## What the exercise asks
Your answer must be one number: the count of lines below that include "white".

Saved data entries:
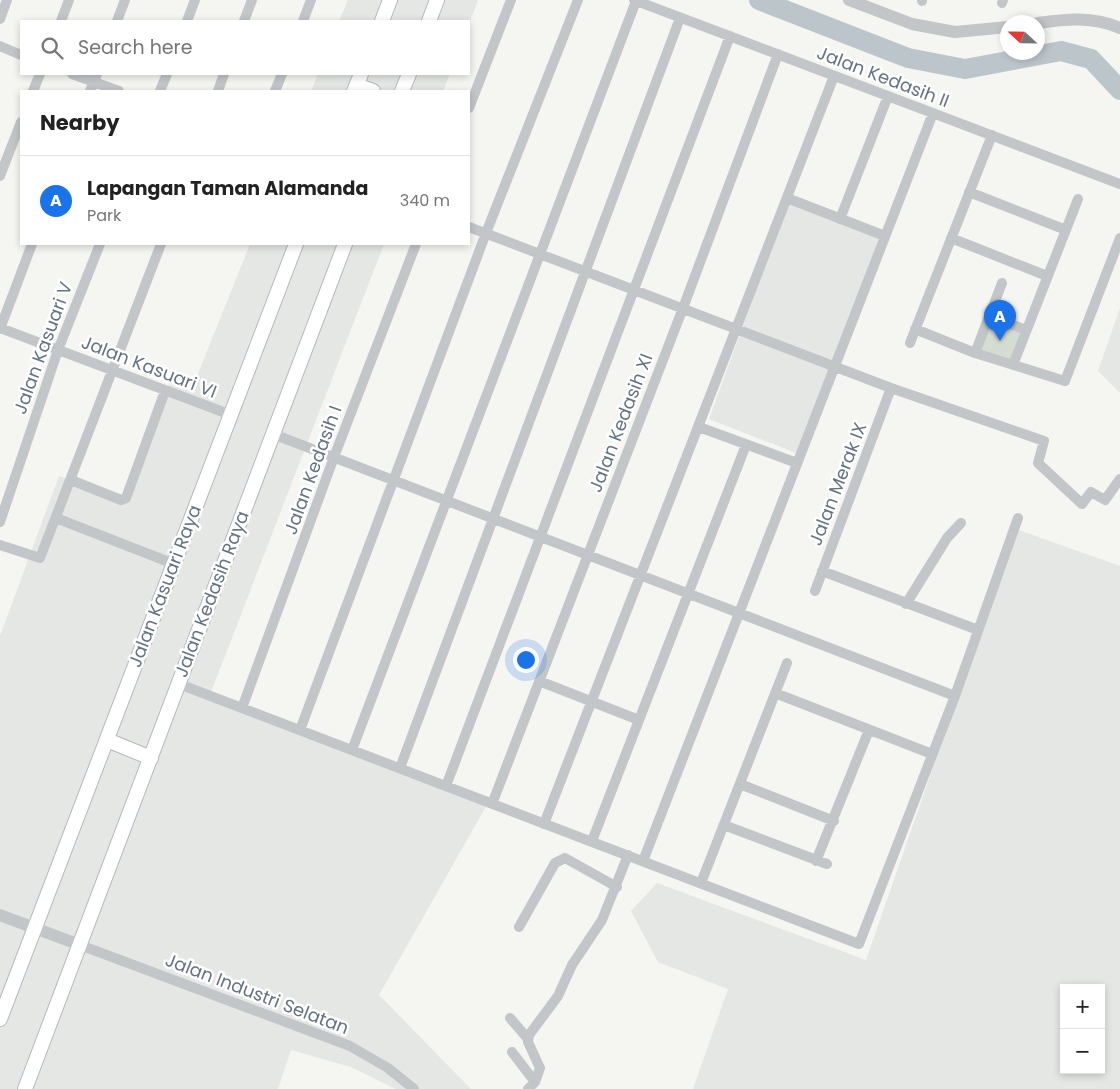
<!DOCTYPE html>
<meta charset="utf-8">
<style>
:root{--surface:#fff;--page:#f2f2f2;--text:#222;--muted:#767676;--line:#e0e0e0;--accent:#1a73e8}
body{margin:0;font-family:Poppins,sans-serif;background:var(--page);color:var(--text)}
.controls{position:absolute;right:15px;bottom:15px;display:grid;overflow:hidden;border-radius:0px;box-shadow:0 2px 8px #0003}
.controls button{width:45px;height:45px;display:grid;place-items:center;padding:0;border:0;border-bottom:1px solid var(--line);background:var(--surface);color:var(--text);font:25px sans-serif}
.compass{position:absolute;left:1000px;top:15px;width:45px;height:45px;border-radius:50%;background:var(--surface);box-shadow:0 2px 8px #0003;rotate:292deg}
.you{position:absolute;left:525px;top:659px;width:18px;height:18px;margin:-12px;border:4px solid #fff;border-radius:50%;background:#1a73e8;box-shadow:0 0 0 8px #1a73e833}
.badge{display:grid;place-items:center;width:32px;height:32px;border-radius:50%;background:var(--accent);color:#fff;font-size:16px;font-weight:700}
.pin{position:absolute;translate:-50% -41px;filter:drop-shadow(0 1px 2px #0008)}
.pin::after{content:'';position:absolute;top:26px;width:18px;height:15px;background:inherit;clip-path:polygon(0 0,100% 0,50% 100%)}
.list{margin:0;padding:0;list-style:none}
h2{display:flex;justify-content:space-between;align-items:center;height:65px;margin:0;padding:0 20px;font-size:21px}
h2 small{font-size:16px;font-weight:400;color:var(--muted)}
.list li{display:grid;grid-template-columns:32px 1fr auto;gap:15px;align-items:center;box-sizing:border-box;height:90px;padding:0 20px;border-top:1px solid var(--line)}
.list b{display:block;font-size:19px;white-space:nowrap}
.list p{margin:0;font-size:16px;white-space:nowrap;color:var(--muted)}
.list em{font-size:16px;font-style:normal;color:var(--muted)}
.icon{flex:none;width:28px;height:28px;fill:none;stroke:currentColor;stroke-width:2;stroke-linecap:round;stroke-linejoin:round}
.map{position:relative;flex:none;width:1120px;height:1089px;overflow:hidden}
.search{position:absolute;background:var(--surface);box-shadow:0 2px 8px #0003;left:20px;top:20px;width:450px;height:55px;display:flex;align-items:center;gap:12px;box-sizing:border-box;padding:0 18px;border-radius:0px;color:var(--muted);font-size:19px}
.panel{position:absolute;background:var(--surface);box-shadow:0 2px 8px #0003;left:20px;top:90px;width:450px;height:155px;border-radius:0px}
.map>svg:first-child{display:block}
</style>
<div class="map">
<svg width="1120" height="1089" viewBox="0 0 1120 1089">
<rect width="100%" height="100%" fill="#f5f5f1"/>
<path fill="#e5e7e5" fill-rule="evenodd" d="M 348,0 L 478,0 L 469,24 L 469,21 L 339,21 Z
M 318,74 L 450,74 L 443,91 L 311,91 Z
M 788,202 L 882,238 L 796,453 L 709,419 Z
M 250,244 L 384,244 L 208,700 L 488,803 L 379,995 L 471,1089 L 396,1089 L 351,1067 L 291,1050 L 278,1089 L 0,1089 L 0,636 L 59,476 L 126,499 L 169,384 L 191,391 Z
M 1120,308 L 1120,393 L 1098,371 Z
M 1016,529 L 1120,566 L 1120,1089 L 693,1089 L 728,989 L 658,962 L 631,911 L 657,883 L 866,960 ZM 1064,988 L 1101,988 L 1101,1070 L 1064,1070 Z"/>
<path fill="#d5dcd2" d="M 991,319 L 1023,331 L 1010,364 L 977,352 Z"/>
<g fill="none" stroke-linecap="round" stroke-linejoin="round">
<path stroke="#bbc5ca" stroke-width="20" d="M 759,0 L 908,58 L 965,69 L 1061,51 L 1091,59 L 1120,90"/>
<defs>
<path id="secondary" d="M 382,21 L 390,0
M 429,21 L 437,0
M 357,85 L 373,91
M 354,91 L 361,74
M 402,91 L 409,74
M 107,740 L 151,758
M 0,1019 L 296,244
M 25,1089 L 345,244"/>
</defs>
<use href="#secondary" stroke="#b4b9be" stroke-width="16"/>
<path stroke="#c2c6c9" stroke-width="10" d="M 634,0 L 1120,184
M 922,1 L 922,0
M 1002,3 L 1003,0
M 0,19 L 7,0
M 61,21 L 69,0
M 117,21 L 125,0
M 187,21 L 195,0
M 244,21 L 252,0
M 303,21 L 311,0
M 0,46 L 21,55
M 72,74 L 119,91
M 33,91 L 40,74
M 90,91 L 97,74
M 160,91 L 167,74
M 218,91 L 224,74
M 275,91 L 282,74
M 469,108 L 511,0
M 0,176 L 21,122
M 969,192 L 1066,230
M 787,198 L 885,236
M 840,219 L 888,96
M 469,227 L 891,388 L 1044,441 L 1038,463 L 1082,504 L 1091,492 L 1105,500 L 1120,479
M 951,238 L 1047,276
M 990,316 L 1026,330
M 0,328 L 231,415
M 0,329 L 32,244
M 915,329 L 975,353 L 1065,381 L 1120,238
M 910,343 L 992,135
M 975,353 L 1002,283
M 1013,365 L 1078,199
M 699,427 L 797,463
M 273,434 L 955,696
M 71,480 L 121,500 L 126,498 L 165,391
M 56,518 L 174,564
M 0,522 L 58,350 L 100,244
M 0,545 L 40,558 L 161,244
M 822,571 L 978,630
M 815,591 L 891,388
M 906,604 L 947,538 L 961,523
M 539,681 L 639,720
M 179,684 L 859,944 L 955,696 L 1018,518
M 775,693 L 932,754
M 242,708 L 334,457 L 416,244
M 300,730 L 486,233 L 578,0
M 352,750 L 636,1
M 400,768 L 680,18
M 740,784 L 834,821
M 446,786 L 730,36
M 492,804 L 683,308 L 778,54
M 544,824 L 834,76
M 724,825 L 827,864
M 592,841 L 746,445
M 643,861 L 933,113
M 816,861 L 869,730
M 701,883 L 787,663
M 519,927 L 555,863 L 565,858 L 617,887
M 80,945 L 350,1046 L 388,1068 L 414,1089
M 510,1018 L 528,1039
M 512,1052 L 535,1082
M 528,1089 L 535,1082 L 540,1068 L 528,1042 L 529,1035 L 558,996 L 572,965 L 602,920 L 628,855"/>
<path stroke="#c2c6c9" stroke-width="12" d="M 849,0 L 912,24 L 955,32 L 1008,27
M 1038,23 C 1066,19 1093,16 1120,28
M 0,915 L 80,945"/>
<use href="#secondary" stroke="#fff" stroke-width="14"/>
</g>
<g text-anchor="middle" stroke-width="5" stroke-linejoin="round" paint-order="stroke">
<g font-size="18" fill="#647382" stroke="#fff">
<text transform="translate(883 77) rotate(21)" y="6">Jalan Kedasih II</text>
<text transform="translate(43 348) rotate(-70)" y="6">Jalan Kasuari V</text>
<text transform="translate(149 367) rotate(21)" y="6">Jalan Kasuari VI</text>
<text transform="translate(621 423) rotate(-69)" y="6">Jalan Kedasih XI</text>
<text transform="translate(313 470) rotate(-70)" y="6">Jalan Kedasih I</text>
<text transform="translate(838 484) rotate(-69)" y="6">Jalan Merak IX</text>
<text transform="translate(165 586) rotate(-69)" y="6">Jalan Kasuari Raya</text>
<text transform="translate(212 594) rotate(-69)" y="6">Jalan Kedasih Raya</text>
<text transform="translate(257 994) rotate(21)" y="6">Jalan Industri Selatan</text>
</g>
</g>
</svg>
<div class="controls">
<button>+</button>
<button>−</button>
</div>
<svg class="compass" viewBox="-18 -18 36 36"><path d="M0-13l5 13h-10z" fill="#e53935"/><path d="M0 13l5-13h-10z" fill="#767676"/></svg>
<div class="you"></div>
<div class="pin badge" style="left:1000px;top:341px">A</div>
<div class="search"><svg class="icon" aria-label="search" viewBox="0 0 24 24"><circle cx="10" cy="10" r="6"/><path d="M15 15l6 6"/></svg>Search here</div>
<section class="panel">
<h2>Nearby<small></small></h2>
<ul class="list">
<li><span class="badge">A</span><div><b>Lapangan Taman Alamanda</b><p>Park</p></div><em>340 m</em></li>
</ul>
</section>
</div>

## Answer to this task
2